Episode 52
Solving the skills shortage with military hiring | with Karin Childress-Wiley
Military personnel exit service with 25–50% working in tech or tech-adjacent roles, plus logistics, healthcare, and manufacturing expertise. Karin Childress-Wiley explains why veterans are highly trainable, mission-focused leaders—and why employers, not veterans, must close the skills gap.
Episode Key Takeaways
Between 200,000 and 250,000 service members exit the military annually, with 2021–2022 seeing a surge due to COVID-related extensions. May through August is peak transition season, creating a concentrated window for sourcing. This year’s numbers are trending toward 300,000 exits—the largest cohort in decades.
The military produces tech talent at scale: roughly 25% of active-duty personnel work in tech roles, and another 25% work in tech-adjacent positions. Beyond technology, military training aligns perfectly with the hardest-to-fill civilian roles: transportation, distribution, logistics, healthcare, and manufacturing. Skill transferability is not the problem; employer inflexibility is.

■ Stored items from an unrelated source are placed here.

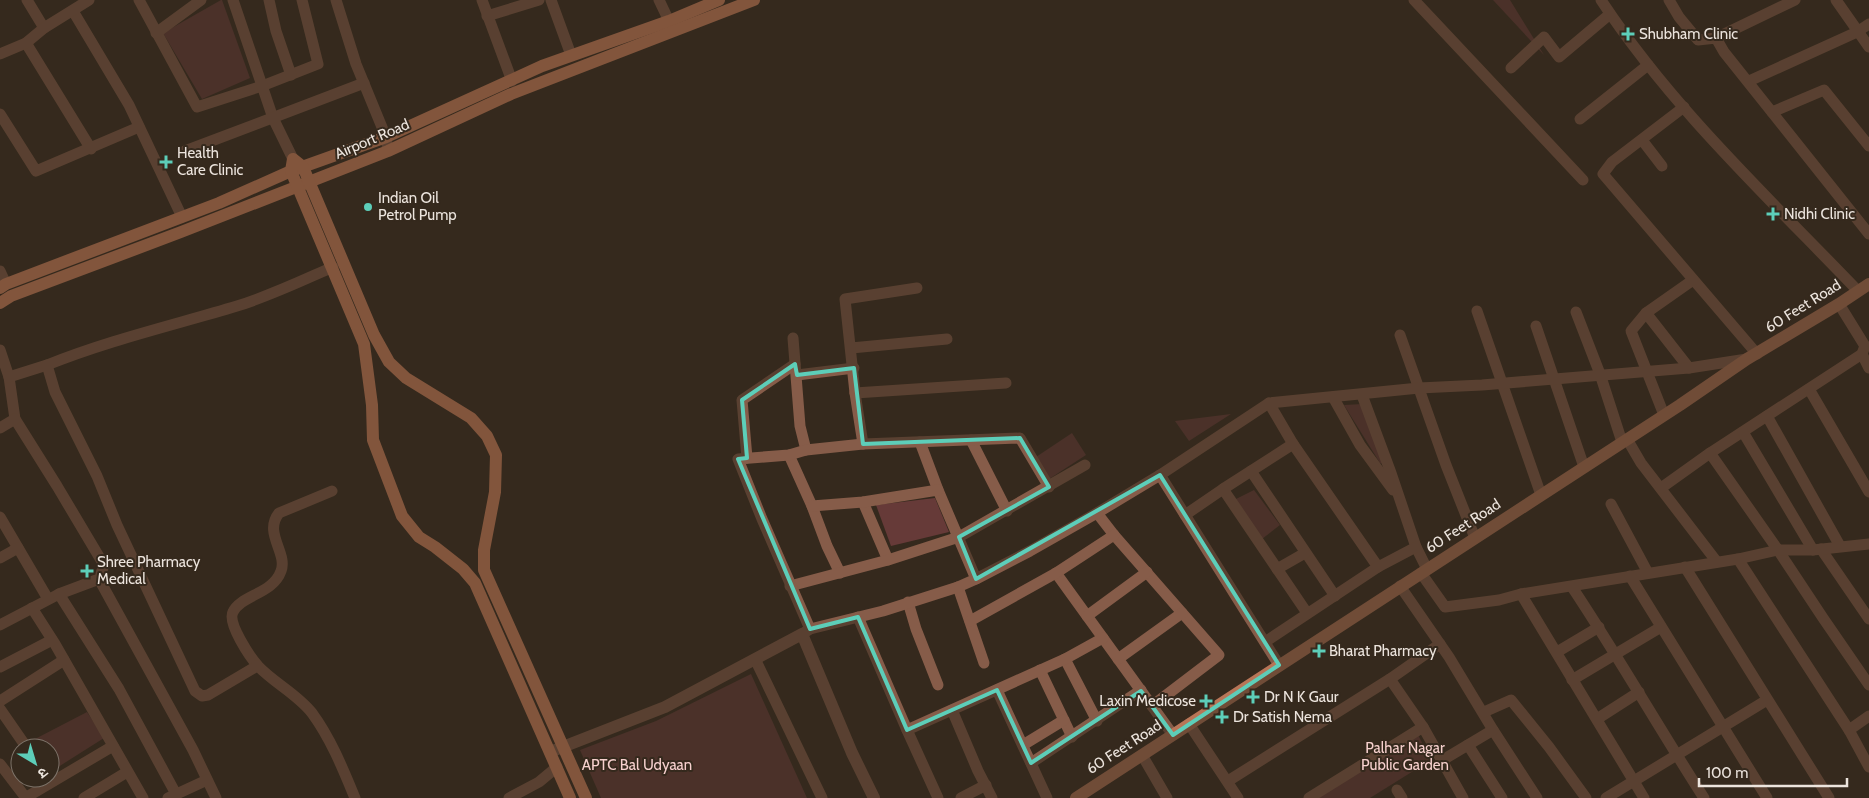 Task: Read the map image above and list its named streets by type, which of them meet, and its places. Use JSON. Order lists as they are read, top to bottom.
{
  "streets": {
    "main road": ["Airport Road", "60 Feet Road"]
  },
  "parks": ["Palhar Nagar Public Garden", "APTC Bal Udyaan"],
  "places": {
    "health": [
      "Shubham Clinic",
      "Health Care Clinic",
      "Nidhi Clinic",
      "Shree Pharmacy Medical",
      "Bharat Pharmacy",
      "Dr N K Gaur",
      "Laxin Medicose",
      "Dr Satish Nema"
    ],
    "other": ["Indian Oil Petrol Pump"]
  },
  "scale_bar": "100 m",
  "north": "bottom right"
} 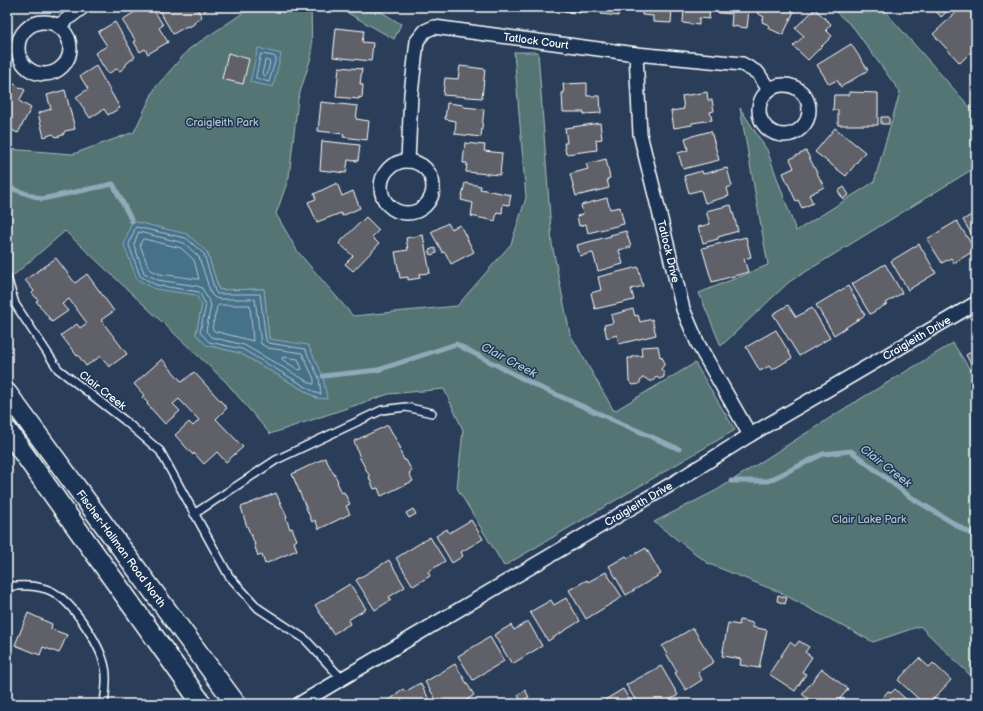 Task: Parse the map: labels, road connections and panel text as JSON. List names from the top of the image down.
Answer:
{
  "streets": {
    "main road": ["Fischer-Hallman Road North"],
    "street": ["Tatlock Court", "Tatlock Drive", "Craigleith Drive"],
    "lane": ["Clair Creek"]
  },
  "crossings": [
    ["Tatlock Court", "Tatlock Drive"],
    ["Tatlock Drive", "Craigleith Drive"],
    ["Craigleith Drive", "Clair Creek"]
  ],
  "water": ["Clair Creek"],
  "parks": ["Craigleith Park", "Clair Lake Park"]
}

Karin argues the burden of proof has shifted. Veterans have solved their side of the equation—resume writing, interview prep, and transition readiness are no longer the bottleneck. Employers must now rethink job descriptions, years-of-experience requirements, and ATS filters that exclude qualified candidates. The gap is often small; upskilling programs at Boeing, Salesforce, and Microsoft MSSA prove it can be bridged in 6–12 weeks.
Trainability and lifelong learning emerge as the most valuable soft skill veterans bring. Military culture embeds continuous learning from boot camp onward, creating adaptable, resilient employees who promote faster and lead teams with higher gross profit margins and revenue. This aptitude is rare and difficult to teach in civilian hiring.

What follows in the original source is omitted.